If using automatic language identification in your request and you want to apply a custom language model, a custom vocabulary, or a custom vocabulary filter, include LanguageIdSettings with the relevant sub-parameters (VocabularyName , LanguageModelName , and VocabularyFilterName ). Note that multi-language identification (IdentifyMultipleLanguages ) doesn’t support custom language models.

LanguageIdSettings supports two to five language codes. Each language code you include can have an associated custom language model, custom vocabulary, and custom vocabulary filter. The language codes that you specify must match the languages of the associated custom language models, custom vocabularies, and custom vocabulary filters.

It’s recommended that you include LanguageOptions when using LanguageIdSettings to ensure that the correct language dialect is identified. For example, if you specify a custom vocabulary that is in en-US but Amazon Transcribe determines that the language spoken in your media is en-AU , your custom vocabulary is not applied to your transcription. If you include LanguageOptions and include en-US as the only English language dialect, your custom vocabulary is applied to your transcription.

If you want to include a custom language model with your request but do not want to use automatic language identification, use instead the parameter with the LanguageModelName sub-parameter. If you want to include a custom vocabulary or a custom vocabulary filter (or both) with your request but do not want to use automatic language identification, use instead the parameter with the VocabularyName or VocabularyFilterName (or both) sub-parameter.

VocabularyName -> (string)

The name of the custom vocabulary you want to use when processing your transcription job. Custom vocabulary names are case sensitive.

The language of the specified custom vocabulary must match the language code that you specify in your transcription request. If the languages don’t match, the custom vocabulary isn’t applied. There are no errors or warnings associated with a language mismatch.

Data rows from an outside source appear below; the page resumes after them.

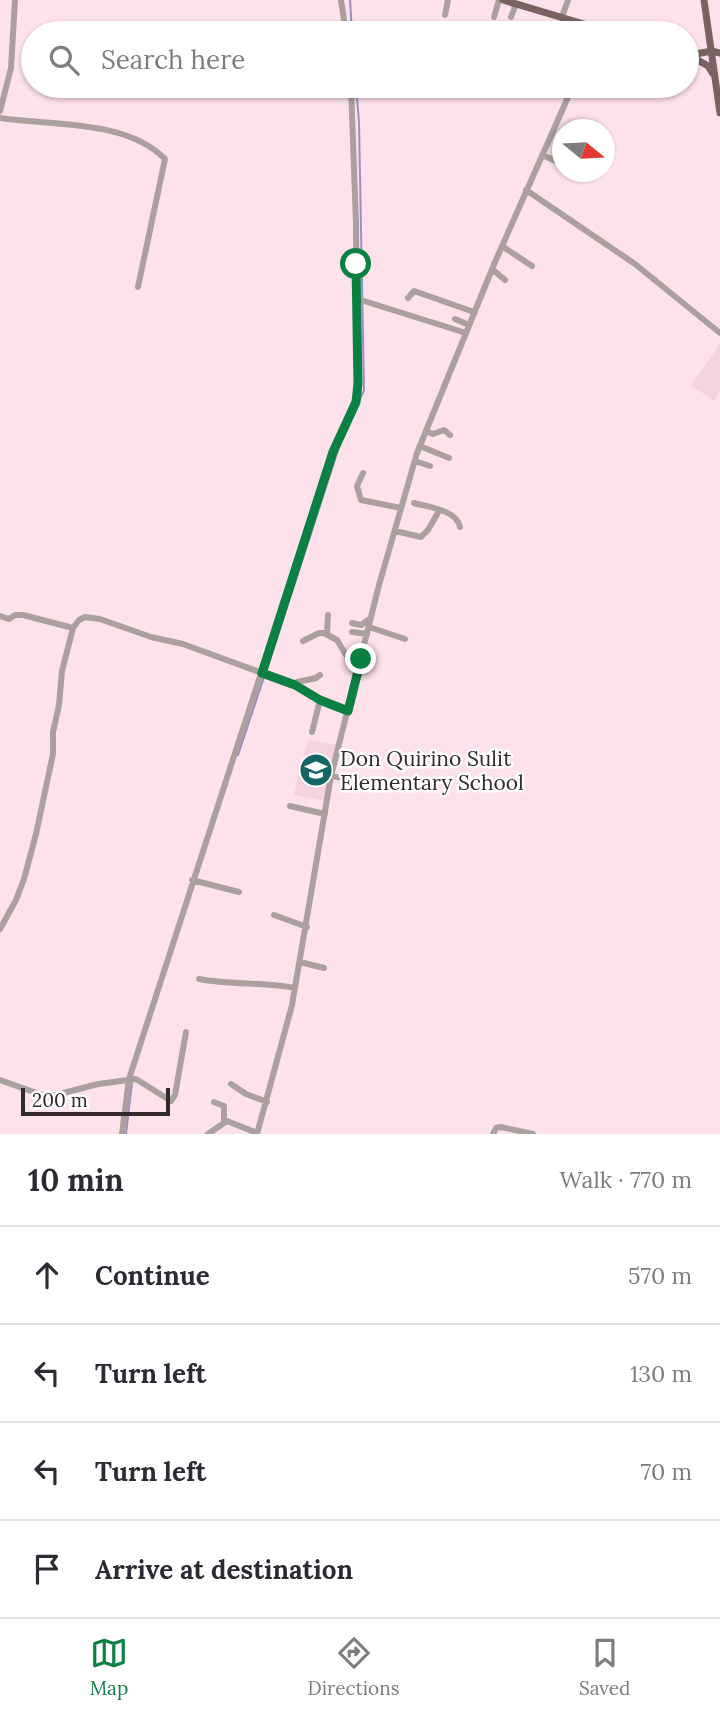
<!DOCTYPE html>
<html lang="en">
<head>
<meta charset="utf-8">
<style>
	:root { --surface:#fff; --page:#f2f2f3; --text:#2b2b33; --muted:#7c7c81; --line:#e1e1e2; --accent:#0b8043 }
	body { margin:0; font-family:Lora,serif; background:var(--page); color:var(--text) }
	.compass { position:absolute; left:552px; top:119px; width:63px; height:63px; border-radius:50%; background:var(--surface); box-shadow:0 2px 5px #0004; rotate:108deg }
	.scale { position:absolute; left:21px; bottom:18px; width:149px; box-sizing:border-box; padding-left:7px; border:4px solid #33282c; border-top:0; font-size:19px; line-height:24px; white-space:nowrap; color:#33282c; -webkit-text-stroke:5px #fff; paint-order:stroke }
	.stop { position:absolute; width:21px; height:21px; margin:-16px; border:5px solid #0b8043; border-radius:50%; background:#fff }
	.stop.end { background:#0b8043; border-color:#fff; box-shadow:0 2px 7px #0008 }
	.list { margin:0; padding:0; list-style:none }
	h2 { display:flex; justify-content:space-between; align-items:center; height:91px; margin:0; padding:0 28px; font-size:30px }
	h2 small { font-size:23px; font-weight:400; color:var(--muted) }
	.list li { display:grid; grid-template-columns:46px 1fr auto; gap:21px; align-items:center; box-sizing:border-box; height:98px; padding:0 28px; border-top:2px solid var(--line) }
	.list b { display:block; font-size:26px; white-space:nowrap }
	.list em { font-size:23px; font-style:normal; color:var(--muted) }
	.icon { flex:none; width:38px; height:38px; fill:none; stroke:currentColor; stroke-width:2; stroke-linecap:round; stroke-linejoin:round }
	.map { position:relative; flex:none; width:720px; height:1134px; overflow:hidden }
	.search { position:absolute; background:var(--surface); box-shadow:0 2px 5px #0004; left:21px; right:21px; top:21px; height:77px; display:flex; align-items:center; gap:18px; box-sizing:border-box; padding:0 24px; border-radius:38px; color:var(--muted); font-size:26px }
	.sheet { height:483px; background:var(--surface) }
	nav { display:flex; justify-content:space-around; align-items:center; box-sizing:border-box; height:98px; border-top:2px solid var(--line); background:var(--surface); font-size:19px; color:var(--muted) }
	nav a { display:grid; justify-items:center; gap:4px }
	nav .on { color:var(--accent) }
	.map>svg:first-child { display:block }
	.built { fill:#f5d3de }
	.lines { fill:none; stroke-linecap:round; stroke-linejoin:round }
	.stream { stroke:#9a90bf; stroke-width:2 }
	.minor { stroke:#aca09e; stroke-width:6 }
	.major { stroke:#786360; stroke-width:7 }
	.route { stroke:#0b8043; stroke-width:9 }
	.labels { text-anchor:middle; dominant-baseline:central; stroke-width:5; stroke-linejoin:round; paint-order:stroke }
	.poi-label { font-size:21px; fill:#33282c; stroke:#fff; text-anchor:start }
</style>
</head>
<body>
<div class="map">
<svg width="720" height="1134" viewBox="0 0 720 1134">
	<rect width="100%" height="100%" fill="#fde1eb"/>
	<path class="built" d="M 720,344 L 720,392 L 714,401 L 691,385 Z
		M 308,740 L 338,745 L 324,801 L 294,795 Z"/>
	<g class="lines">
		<path class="stream" d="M 350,0 L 352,33
			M 344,436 L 364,390 L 359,122 L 356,86
			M 266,672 L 341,441
			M 238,755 L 264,677
			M 126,1134 L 132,1083"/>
		<path class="minor" d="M 341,0 L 346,33
			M 445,15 L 448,0
			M 494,17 L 499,0
			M 511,17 L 516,4
			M 562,17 L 568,0
			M 571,90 L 589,86
			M 0,111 L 11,68 L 15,0
			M 0,118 C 51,126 126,119 165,159 L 138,287
			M 542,155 L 558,162
			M 526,190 L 635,264 L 720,333
			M 502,246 L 532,266
			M 492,269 L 505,280
			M 408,298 L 414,291 L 474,312
			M 364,301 L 466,333
			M 455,319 L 469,325
			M 426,431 L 433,434 L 444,430 L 450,435
			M 420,446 L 449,458
			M 415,461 L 430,466
			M 363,473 L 357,486 L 361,500 L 401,508
			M 414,503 C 428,507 457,510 460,527
			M 395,531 L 421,537 L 428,530 L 439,511
			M 0,616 L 9,619 L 15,615 L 23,615 L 73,628
			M 352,623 L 361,625 L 371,618
			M 369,627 L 405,639
			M 352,632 L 367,634
			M 327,634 L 328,615
			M 303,641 L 319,633 L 324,633 L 337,640 L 346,655 L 361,659
			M 295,685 L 297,682 L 316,678 L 320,675
			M 312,732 L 320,700
			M 331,776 L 388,785
			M 290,806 L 325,814
			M 192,880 L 239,892
			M 274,915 L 307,927
			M 0,929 L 16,900 L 24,879 L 36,834 L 53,754 L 53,732 L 59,705 L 62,671 L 73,628 L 79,620 L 85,617 L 100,619 L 151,637 L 183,644 L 295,685 L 320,700 L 348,711
			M 300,962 L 324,968
			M 199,979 C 231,985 263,982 295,988
			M 0,1080 L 48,1097 L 98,1084 L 136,1079 L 171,1101 L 175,1095 L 186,1032
			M 231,1084 L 246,1094 L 267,1102
			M 214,1102 L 224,1106 L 224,1122
			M 122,1134 L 129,1079 L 333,452 L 356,402 L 357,393 L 356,224 L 351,86
			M 208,1134 L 227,1121 L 257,1133
			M 257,1134 L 292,1005 L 331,776 L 379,585 L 417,453 L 495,262 L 573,86
			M 493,1134 L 496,1128 L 501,1127 L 533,1134"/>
		<path class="major" d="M 503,0 L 614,33
			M 704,0 L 720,113
			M 689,55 L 708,66 L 713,74
			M 690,55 L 712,51 L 720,53"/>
	</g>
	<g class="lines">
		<path class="route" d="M 356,264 L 358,384 L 356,402 L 333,452 L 262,673 L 295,685 L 320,700 L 348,711 L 361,659"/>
	</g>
	<defs>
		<symbol id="school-disc" viewBox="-11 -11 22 22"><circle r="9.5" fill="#166566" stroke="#fff"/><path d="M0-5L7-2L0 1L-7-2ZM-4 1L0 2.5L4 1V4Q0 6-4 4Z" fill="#fff"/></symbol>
	</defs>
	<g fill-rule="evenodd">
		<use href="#school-disc" x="297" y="751" width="38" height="38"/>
	</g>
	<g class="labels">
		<g class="poi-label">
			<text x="340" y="758">Don Quirino Sulit<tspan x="340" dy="24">Elementary School</tspan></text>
		</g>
	</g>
</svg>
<svg class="compass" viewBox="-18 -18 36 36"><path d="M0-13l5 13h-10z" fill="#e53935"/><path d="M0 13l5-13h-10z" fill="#7c7c81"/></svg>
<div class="scale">200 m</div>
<div class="stop" style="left:356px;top:264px"></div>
<div class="stop end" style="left:361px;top:659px"></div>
<div class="search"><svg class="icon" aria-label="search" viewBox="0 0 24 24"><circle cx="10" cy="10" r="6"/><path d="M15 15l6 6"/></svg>Search here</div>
</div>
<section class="sheet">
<h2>10 min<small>Walk · 770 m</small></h2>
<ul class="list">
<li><svg class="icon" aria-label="ahead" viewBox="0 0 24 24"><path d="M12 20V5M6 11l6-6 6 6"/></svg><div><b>Continue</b></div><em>570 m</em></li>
<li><svg class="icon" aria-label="left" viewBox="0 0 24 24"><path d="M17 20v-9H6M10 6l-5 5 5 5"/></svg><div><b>Turn left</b></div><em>130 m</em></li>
<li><svg class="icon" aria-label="left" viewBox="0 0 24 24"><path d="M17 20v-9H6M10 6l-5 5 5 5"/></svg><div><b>Turn left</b></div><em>70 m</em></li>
<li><svg class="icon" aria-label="arrive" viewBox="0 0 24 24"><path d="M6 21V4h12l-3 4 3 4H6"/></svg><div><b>Arrive at destination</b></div></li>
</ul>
</section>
<nav>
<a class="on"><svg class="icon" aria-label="map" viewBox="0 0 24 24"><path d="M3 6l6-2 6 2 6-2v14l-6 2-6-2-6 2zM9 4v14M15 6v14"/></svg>Map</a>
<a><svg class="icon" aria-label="directions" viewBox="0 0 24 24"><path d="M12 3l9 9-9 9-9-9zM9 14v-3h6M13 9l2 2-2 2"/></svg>Directions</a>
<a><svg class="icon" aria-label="saved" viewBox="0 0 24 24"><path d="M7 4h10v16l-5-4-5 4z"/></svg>Saved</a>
</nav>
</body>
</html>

VocabularyFilterName -> (string)

The name of the custom vocabulary filter you want to use when processing your transcription job. Custom vocabulary filter names are case sensitive.

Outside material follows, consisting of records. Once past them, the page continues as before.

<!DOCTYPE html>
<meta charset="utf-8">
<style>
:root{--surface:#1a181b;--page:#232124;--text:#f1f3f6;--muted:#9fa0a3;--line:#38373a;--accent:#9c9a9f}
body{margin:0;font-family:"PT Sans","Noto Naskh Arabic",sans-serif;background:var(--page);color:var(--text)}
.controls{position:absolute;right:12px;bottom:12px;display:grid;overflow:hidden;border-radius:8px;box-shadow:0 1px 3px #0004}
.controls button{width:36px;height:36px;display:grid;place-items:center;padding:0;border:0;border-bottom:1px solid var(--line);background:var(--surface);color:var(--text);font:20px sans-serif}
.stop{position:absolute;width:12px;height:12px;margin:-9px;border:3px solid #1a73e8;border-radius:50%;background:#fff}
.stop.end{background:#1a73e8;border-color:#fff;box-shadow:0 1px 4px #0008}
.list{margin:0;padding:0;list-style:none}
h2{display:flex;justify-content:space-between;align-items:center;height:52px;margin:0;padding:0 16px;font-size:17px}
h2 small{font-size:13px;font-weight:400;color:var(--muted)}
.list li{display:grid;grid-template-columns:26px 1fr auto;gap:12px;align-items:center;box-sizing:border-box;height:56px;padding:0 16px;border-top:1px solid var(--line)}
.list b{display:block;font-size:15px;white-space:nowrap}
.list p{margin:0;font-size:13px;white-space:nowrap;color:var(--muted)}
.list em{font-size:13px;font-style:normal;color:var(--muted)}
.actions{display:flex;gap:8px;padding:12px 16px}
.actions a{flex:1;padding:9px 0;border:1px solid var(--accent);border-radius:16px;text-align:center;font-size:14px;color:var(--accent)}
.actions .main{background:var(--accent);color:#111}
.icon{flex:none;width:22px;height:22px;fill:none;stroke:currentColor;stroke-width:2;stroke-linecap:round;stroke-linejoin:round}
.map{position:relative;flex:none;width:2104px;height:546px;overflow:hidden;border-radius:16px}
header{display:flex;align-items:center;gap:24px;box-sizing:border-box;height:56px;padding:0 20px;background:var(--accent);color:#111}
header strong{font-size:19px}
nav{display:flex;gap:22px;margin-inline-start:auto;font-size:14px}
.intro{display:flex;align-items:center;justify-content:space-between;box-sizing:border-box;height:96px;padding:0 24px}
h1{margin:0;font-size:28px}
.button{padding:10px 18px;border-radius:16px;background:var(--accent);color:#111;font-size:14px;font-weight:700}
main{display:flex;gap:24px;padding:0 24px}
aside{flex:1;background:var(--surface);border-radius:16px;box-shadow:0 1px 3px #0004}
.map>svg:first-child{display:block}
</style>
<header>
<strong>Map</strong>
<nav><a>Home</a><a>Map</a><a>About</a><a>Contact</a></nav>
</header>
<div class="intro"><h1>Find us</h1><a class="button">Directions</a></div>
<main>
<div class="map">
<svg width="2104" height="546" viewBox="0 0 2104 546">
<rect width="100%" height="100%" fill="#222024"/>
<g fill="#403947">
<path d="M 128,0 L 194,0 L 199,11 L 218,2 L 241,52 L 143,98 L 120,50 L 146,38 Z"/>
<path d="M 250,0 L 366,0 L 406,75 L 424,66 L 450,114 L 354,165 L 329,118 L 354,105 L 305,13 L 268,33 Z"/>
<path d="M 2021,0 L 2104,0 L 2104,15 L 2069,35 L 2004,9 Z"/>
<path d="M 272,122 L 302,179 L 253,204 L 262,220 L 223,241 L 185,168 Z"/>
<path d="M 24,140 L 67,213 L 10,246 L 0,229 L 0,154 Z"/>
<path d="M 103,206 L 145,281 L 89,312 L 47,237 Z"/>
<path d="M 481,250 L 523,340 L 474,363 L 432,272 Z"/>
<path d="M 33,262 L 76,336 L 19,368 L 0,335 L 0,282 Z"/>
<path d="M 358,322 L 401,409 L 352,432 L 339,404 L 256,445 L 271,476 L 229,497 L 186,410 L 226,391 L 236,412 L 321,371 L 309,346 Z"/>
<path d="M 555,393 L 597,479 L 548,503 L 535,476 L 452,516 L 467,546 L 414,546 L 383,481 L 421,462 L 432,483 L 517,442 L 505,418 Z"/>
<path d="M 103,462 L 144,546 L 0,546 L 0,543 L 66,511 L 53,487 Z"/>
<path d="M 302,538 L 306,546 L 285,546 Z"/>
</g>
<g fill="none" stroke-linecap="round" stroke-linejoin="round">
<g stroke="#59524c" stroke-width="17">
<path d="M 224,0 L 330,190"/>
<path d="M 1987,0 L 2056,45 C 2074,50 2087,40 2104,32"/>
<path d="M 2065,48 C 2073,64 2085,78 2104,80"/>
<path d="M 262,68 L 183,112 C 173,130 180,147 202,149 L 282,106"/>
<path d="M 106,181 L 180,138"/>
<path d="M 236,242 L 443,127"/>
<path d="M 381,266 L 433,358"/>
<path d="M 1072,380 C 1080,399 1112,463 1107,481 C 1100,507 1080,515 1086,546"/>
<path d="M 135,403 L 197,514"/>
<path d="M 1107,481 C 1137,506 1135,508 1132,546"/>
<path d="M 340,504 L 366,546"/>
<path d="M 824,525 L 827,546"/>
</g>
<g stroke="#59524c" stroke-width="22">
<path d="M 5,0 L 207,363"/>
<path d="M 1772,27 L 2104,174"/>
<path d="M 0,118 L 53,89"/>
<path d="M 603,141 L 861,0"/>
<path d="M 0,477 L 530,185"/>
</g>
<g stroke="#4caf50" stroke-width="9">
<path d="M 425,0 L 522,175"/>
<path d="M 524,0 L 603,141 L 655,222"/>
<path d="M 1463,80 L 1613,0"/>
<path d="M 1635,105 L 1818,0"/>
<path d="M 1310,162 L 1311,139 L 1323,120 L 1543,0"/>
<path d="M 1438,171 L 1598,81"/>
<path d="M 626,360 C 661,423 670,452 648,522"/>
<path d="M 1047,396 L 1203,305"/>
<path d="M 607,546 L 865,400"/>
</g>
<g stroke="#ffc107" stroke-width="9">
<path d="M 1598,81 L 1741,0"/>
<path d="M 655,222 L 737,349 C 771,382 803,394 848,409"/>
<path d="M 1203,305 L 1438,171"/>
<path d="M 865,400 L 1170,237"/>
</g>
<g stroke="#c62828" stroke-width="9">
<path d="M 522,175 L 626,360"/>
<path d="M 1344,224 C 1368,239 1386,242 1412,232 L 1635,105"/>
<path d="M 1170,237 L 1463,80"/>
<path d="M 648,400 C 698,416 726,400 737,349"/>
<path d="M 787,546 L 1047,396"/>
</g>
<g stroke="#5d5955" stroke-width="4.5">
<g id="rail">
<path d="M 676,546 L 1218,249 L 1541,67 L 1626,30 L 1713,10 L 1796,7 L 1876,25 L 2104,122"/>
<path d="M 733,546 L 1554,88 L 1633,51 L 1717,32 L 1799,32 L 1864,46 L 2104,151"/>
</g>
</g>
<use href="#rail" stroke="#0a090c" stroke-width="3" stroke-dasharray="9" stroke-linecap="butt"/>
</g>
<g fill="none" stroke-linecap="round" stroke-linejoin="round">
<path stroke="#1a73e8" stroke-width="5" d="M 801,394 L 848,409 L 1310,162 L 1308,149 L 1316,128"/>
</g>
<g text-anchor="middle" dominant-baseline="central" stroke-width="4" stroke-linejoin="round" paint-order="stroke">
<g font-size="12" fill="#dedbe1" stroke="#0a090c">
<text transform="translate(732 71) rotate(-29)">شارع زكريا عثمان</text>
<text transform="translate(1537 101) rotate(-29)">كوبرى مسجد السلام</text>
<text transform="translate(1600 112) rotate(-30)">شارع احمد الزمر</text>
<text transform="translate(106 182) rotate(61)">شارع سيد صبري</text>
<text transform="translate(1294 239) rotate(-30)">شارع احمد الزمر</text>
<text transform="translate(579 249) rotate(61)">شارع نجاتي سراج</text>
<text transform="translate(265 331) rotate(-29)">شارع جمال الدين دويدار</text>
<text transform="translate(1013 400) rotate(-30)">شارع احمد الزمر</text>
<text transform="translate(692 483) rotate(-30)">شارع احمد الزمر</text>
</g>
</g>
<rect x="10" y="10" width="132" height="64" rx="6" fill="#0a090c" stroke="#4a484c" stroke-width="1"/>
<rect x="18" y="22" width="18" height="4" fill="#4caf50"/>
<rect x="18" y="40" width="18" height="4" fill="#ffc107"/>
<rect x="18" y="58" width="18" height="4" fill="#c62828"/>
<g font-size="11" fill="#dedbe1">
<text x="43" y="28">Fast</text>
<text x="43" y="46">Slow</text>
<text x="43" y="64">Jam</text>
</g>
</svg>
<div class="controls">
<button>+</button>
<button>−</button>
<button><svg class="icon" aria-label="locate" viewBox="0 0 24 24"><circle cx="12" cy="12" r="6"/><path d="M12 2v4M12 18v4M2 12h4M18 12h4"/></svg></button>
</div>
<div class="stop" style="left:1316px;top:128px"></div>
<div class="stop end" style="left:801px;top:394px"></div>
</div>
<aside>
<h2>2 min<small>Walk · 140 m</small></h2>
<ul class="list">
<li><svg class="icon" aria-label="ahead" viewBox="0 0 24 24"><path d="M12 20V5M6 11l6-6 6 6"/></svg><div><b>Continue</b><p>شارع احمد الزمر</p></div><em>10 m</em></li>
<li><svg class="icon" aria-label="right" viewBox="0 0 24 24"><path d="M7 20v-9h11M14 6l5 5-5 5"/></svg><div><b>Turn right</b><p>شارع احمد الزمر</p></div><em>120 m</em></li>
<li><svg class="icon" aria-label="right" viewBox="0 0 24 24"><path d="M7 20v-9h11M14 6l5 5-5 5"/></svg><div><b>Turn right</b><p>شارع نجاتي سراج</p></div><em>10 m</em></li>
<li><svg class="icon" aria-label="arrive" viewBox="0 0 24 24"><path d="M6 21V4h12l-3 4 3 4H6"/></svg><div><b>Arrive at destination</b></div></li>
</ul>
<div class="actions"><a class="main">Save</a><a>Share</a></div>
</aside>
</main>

The language of the specified custom vocabulary filter must match the language code that you specify in your transcription request. If the languages don’t match, the custom vocabulary filter isn’t applied. There are no errors or warnings associated with a language mismatch.

Note that if you include VocabularyFilterName in your request, you must also include VocabularyFilterMethod .

LanguageModelName -> (string)

The name of the custom language model you want to use when processing your transcription job. Note that custom language model names are case sensitive.

The language of the specified custom language model must match the language code that you specify in your transcription request. If the languages don’t match, the custom language model isn’t applied. There are no errors or warnings associated with a language mismatch.